# suffixsort
A high-performance Rust library for inverse lexicographic (suffix) sorting, providing both high-level processing utilities and low-level comparison functions.
## Features
- **Inverse Lexicographic Sorting**: Compare strings from the last character towards the first
- **Flexible Configuration**: Multiple sorting modes including dictionary order, case insensitivity, and reverse sorting
- **Unicode NFC Normalization**: Optional Unicode normalization for consistent sorting of equivalent sequences
- **High Performance**: Parallel processing using Rayon for handling large datasets efficiently
- **Dual API**: Both high-level line processing and low-level comparator functions
- **Zero-Cost Abstractions**: Minimal performance overhead through Rust's zero-cost abstractions
- **Optimized Defaults**: Fastest performance with all options disabled by default
## Performance Characteristics
suffixsort is designed for maximum performance with all options disabled (default configuration). The library is extremely fast by default, processing millions of lines per second on modern hardware.

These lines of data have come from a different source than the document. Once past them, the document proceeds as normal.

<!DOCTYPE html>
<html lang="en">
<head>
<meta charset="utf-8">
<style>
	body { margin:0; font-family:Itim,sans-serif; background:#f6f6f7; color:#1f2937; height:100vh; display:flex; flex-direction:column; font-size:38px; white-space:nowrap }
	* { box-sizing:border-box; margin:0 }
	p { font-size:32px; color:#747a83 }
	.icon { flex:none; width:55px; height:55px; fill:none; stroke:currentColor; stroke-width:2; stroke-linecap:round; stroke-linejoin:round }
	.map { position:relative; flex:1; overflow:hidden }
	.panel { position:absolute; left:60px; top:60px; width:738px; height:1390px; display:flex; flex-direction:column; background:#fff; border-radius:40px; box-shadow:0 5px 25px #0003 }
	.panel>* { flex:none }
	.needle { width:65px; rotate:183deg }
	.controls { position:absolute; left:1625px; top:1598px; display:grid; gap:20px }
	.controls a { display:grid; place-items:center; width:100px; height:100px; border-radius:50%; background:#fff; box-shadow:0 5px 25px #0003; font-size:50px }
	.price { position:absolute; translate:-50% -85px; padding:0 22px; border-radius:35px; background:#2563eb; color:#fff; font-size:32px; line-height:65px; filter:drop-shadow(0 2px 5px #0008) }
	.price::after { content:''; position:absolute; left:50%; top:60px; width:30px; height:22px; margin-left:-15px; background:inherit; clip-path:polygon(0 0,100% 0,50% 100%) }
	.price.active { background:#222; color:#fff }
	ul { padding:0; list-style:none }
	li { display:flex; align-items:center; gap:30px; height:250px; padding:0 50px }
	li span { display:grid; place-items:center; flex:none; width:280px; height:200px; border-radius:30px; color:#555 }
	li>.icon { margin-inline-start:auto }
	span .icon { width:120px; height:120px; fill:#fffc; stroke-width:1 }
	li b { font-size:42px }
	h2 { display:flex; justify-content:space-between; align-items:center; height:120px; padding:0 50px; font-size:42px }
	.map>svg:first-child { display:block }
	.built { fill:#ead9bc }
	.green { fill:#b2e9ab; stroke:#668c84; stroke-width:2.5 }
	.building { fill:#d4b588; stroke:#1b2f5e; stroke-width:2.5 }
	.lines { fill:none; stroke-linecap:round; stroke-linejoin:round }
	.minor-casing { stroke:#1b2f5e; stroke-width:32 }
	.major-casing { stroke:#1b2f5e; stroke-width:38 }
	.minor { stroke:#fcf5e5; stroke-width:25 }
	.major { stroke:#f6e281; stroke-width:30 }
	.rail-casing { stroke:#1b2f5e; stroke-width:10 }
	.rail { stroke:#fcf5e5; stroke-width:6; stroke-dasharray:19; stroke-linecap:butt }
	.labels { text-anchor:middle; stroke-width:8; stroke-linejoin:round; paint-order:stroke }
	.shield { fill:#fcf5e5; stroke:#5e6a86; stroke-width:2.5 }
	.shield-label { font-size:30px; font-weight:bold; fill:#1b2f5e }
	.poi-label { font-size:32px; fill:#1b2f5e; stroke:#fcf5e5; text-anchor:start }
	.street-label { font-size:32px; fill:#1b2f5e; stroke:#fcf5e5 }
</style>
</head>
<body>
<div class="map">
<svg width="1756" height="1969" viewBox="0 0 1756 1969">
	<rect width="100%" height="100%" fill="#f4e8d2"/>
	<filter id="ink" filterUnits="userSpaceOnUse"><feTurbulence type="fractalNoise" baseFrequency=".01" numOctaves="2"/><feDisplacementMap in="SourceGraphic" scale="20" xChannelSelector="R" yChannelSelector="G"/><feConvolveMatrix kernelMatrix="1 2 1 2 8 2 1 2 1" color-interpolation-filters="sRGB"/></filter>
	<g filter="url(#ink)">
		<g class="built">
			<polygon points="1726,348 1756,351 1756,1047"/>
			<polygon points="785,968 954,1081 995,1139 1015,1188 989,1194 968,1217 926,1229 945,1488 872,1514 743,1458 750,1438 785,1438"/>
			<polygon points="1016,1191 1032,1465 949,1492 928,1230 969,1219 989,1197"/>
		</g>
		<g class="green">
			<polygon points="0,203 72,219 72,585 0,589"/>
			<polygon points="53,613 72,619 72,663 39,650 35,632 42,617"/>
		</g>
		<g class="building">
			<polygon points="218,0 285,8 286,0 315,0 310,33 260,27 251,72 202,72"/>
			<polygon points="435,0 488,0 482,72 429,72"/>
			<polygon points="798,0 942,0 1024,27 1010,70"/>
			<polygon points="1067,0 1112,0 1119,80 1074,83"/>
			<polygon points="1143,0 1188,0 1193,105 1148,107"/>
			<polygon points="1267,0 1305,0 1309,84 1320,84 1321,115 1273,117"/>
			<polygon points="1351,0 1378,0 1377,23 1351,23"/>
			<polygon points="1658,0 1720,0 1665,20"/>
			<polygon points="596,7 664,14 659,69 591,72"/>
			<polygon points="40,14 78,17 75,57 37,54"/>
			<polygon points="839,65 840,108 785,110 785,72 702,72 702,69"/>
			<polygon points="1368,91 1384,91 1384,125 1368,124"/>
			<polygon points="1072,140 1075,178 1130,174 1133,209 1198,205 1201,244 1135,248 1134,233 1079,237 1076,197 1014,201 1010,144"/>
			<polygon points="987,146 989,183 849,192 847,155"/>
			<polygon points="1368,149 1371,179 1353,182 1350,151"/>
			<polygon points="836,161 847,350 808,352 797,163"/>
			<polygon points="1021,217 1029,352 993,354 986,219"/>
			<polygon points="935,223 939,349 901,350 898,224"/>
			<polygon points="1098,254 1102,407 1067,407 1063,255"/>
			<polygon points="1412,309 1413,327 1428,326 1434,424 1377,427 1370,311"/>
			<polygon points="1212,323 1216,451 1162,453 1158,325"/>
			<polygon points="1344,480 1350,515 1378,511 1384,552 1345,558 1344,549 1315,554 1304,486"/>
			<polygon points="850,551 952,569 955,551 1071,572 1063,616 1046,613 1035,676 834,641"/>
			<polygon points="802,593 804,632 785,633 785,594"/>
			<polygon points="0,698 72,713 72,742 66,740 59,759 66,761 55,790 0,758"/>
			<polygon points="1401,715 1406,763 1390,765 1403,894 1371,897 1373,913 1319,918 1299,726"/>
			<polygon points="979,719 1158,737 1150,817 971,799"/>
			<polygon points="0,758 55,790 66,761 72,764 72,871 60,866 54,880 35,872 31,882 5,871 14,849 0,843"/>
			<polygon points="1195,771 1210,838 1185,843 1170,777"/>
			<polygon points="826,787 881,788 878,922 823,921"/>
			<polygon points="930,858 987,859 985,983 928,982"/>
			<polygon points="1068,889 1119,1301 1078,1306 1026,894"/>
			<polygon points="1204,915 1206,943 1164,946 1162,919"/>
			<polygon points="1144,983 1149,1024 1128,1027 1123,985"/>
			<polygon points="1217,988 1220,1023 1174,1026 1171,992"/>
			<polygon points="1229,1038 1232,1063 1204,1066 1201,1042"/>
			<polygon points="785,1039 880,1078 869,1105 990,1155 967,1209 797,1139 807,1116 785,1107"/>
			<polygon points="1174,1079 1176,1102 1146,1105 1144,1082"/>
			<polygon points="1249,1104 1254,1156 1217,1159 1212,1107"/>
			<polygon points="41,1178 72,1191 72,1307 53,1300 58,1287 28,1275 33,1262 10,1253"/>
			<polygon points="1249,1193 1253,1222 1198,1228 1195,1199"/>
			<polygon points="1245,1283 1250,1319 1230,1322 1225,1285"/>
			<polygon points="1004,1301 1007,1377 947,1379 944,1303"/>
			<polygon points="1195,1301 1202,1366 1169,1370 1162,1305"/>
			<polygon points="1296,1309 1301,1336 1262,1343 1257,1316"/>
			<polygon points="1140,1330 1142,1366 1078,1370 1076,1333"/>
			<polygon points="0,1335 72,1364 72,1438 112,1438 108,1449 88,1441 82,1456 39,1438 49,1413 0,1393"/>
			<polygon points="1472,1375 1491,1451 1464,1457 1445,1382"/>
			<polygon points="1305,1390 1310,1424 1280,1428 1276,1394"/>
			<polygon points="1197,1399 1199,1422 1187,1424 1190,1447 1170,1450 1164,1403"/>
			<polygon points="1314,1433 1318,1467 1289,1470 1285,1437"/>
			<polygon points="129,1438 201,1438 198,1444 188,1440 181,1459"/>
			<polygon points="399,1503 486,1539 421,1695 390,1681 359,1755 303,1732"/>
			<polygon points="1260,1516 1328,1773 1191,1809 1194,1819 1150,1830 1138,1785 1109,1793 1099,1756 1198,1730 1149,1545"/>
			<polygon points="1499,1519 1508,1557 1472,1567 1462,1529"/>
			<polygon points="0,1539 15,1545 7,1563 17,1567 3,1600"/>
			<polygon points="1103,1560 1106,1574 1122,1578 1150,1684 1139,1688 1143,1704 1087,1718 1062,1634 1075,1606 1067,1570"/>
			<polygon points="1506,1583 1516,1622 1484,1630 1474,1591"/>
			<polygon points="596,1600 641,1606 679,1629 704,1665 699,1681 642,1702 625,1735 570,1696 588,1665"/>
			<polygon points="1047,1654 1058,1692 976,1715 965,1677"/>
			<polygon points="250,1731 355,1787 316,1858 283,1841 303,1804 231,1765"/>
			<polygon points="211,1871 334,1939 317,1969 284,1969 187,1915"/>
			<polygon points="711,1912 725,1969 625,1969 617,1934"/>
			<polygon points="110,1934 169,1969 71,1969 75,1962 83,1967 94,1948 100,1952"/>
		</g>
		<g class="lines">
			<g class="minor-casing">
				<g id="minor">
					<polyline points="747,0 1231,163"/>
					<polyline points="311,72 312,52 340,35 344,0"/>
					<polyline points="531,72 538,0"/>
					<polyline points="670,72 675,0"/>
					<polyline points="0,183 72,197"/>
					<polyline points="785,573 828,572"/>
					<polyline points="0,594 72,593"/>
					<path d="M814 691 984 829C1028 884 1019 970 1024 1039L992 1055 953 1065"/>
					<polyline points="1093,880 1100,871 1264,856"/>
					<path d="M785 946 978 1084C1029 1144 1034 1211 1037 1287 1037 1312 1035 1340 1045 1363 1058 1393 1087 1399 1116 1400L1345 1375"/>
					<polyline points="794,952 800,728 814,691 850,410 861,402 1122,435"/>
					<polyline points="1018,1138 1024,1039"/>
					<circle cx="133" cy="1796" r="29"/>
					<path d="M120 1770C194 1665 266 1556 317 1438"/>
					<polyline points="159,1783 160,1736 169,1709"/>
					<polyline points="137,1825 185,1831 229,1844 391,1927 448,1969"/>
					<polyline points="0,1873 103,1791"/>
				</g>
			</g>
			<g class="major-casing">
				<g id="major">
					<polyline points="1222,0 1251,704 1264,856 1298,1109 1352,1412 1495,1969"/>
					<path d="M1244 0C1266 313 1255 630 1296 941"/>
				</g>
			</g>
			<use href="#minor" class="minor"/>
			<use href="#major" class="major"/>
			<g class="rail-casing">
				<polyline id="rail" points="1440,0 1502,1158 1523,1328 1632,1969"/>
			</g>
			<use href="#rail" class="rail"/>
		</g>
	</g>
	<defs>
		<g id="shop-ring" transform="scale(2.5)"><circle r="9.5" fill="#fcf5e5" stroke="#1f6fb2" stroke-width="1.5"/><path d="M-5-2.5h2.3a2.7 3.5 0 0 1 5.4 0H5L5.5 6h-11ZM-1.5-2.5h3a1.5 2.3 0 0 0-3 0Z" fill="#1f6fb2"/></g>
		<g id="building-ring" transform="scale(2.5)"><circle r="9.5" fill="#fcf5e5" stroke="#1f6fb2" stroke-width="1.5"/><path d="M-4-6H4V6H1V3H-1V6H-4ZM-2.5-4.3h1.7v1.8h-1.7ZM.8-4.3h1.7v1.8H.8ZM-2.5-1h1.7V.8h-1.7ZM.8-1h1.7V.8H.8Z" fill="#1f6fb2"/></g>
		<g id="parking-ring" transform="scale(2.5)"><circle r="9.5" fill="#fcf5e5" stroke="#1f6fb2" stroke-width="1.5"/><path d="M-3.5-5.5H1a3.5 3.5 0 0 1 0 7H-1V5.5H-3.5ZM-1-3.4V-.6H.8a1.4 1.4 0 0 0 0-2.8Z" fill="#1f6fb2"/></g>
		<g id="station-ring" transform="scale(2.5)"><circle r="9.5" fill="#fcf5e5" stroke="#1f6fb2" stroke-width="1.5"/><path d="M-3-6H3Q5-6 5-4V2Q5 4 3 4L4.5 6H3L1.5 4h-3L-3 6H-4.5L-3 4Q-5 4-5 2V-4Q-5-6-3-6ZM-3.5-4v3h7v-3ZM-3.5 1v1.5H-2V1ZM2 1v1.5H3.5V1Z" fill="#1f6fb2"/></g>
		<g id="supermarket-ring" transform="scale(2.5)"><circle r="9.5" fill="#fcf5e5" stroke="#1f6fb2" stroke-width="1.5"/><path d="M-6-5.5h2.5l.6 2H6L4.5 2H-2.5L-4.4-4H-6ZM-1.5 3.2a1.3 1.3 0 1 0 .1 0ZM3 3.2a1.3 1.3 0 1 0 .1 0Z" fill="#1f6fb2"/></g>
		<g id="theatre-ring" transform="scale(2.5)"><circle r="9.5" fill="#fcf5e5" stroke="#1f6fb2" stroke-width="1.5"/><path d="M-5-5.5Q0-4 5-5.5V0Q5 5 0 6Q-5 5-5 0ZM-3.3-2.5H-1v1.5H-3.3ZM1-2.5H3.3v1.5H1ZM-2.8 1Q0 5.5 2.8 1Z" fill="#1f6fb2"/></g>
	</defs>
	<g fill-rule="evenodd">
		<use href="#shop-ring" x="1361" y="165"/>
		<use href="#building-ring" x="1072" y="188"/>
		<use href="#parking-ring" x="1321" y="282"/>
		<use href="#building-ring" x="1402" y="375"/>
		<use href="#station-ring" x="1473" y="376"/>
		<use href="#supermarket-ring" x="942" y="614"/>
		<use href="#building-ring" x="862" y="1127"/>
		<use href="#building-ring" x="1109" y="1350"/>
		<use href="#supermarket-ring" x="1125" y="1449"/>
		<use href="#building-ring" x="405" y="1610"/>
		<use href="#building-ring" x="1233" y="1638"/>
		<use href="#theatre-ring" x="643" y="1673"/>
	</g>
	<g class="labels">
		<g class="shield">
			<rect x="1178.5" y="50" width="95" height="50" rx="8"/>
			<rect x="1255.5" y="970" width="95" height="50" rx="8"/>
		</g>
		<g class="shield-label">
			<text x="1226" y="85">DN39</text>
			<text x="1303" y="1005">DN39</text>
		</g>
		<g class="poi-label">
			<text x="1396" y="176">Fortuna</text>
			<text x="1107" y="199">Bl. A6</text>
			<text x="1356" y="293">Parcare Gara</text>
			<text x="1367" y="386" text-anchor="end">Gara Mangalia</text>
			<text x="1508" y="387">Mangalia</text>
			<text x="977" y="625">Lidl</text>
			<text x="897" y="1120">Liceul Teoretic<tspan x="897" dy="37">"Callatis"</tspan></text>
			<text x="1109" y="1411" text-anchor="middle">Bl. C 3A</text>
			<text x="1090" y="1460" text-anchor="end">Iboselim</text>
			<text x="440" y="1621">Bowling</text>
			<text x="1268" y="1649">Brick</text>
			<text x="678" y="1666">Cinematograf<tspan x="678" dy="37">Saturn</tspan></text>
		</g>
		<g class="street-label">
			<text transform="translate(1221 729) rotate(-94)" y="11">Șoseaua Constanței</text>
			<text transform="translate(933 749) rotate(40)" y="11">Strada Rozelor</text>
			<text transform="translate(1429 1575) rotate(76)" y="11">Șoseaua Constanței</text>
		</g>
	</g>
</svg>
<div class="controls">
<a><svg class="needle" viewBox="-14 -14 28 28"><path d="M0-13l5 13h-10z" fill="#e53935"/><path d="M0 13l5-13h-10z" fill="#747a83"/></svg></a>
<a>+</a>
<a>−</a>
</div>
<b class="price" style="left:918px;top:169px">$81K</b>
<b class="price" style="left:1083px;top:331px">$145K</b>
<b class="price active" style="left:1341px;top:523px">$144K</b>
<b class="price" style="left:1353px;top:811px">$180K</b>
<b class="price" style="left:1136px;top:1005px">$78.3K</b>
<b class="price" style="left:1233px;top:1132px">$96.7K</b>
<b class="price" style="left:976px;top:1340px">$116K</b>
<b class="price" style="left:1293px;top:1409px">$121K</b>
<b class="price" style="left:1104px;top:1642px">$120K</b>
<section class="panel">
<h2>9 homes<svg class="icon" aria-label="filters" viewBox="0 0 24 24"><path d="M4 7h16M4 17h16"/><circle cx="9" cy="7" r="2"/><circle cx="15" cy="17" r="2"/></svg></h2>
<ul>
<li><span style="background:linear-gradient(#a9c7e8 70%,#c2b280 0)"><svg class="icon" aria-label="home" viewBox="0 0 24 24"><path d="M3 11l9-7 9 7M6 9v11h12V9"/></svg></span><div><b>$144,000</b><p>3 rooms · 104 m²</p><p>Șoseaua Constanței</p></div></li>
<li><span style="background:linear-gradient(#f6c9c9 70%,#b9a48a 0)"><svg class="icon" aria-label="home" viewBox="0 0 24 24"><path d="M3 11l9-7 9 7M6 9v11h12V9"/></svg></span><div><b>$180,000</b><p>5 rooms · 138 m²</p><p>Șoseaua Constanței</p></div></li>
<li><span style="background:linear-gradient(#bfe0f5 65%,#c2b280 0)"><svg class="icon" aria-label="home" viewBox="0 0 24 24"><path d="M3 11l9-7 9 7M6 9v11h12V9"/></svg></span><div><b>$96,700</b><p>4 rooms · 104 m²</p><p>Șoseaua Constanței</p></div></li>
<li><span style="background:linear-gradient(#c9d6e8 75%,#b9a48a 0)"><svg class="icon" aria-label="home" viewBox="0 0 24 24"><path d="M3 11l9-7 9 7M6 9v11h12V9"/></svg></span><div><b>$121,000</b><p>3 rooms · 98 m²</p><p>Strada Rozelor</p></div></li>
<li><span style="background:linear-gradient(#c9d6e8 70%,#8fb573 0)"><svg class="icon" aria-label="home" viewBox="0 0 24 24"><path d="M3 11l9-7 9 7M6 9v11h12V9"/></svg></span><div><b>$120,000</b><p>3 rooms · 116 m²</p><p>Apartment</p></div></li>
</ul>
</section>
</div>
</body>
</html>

### Performance-Neutral Options
These options have minimal impact on performance:
- `reverse`: Simply inverts comparison results
- `right_align`: Adds padding during output formatting only
- `exclude_no_word`: Simple filtering during processing
- `word_only`: Affects output formatting only
### Performance-Impactful Options
These options may reduce performance when enabled:
- `normalize`: Unicode NFC normalization adds processing overhead during key extraction
- `stable`: Stable sorting algorithms are generally slower than unstable variants
- `ignore_case`: Case folding during key extraction adds minor overhead
- `dictionary_order`: More complex key extraction logic
- `use_entire_line`: Simpler key extraction but may use more memory
For maximum throughput with large datasets, use the default configuration (all options disabled).
## Project Structure
This library is part of a workspace that includes:
- `core/`: The suffixsort library crate (this crate)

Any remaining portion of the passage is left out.